Le plus vital de tous les problèmes humains est celui que nous propose la souffrance. Lorsque devant ce problème, brûlant au cœur de chacun de nous, la philosophie reste muette et, lorsque la religion se tait, la première apparaît alors comme pure coquetterie intellectuelle et la seconde perd son sens. En réalité, religion et philosophie sont nées pour essayer d’aider l’homme dans son effort pour se débarrasser de la souffrance.

(Revue Spiritualité. Numéro 19-20, Juin-Juillet 1946)

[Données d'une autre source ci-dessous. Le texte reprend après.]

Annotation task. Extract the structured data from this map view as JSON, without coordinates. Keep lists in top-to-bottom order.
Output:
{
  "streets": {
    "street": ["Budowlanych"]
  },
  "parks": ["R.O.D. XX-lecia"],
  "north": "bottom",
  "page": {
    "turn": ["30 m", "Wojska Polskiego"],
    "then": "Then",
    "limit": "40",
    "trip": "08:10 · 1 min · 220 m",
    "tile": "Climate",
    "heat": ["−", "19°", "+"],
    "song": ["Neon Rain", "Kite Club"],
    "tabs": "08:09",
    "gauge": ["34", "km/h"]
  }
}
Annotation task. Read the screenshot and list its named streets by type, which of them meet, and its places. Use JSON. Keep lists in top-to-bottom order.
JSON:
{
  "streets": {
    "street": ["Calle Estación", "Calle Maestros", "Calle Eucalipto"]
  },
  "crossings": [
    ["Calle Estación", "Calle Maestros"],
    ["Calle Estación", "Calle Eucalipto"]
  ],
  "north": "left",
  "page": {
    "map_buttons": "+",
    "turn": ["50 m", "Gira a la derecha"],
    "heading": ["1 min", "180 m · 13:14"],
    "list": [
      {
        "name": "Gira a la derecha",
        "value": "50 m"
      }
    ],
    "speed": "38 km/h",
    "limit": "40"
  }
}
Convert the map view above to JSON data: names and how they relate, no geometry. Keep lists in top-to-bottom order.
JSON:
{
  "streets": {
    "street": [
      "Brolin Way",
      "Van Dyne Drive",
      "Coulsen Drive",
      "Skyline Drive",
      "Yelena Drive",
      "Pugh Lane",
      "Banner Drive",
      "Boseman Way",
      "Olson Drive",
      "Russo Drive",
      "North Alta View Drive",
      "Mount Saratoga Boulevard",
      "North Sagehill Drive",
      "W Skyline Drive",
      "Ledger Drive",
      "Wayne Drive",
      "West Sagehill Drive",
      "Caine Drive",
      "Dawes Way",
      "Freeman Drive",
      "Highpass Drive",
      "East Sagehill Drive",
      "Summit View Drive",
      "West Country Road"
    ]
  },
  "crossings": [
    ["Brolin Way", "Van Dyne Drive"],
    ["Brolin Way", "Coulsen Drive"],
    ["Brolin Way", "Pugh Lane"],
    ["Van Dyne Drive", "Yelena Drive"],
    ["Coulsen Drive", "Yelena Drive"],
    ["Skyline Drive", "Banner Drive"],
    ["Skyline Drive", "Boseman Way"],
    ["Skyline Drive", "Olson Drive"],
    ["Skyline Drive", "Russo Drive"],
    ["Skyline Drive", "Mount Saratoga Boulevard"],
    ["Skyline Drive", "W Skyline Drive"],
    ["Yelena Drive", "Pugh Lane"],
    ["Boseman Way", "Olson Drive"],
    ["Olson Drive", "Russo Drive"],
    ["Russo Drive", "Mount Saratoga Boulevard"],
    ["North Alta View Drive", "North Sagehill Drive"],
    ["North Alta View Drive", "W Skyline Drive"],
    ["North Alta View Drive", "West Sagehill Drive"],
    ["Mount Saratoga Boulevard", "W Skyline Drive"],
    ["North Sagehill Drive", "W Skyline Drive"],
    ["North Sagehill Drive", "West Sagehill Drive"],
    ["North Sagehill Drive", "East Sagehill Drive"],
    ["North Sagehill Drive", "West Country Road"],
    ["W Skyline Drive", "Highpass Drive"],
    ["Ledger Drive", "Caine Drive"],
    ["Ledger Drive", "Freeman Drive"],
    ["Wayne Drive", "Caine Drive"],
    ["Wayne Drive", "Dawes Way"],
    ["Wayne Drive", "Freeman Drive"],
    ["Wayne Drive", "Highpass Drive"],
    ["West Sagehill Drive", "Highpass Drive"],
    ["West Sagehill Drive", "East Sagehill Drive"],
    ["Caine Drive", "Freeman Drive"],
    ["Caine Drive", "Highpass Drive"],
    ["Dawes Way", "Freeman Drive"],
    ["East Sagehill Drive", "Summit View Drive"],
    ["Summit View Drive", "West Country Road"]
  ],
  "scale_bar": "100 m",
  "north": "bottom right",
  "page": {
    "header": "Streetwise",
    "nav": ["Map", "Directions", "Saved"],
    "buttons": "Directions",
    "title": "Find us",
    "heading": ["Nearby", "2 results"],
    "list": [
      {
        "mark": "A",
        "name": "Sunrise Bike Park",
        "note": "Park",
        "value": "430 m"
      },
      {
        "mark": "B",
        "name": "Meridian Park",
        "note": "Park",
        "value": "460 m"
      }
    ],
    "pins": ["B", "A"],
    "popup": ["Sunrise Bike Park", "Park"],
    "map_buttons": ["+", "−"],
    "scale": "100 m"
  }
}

Connais cet état appelé Yoga
Qui est la fin du contact avec la douleur.
(La Bhagavad-Gita ch. 6-v. 23.)

Le plus vital de tous les problèmes humains est celui que nous propose la souffrance. Lorsque devant ce problème, brûlant au cœur de chacun de nous, la philosophie reste muette et, lorsque la religion se tait, la première apparaît alors comme pure coquetterie intellectuelle et la seconde perd son sens. En réalité, religion et philosophie sont nées pour essayer d’aider l’homme dans son effort pour se débarrasser de la souffrance.

Toute vraie philosophie tient compte de la totalité de l’expérience. Un besoin de synthèse naît devant les contradictions de la vie, contradictions dont les plus flagrantes sont celles de la vie et de la mort, de l’existence et du néant.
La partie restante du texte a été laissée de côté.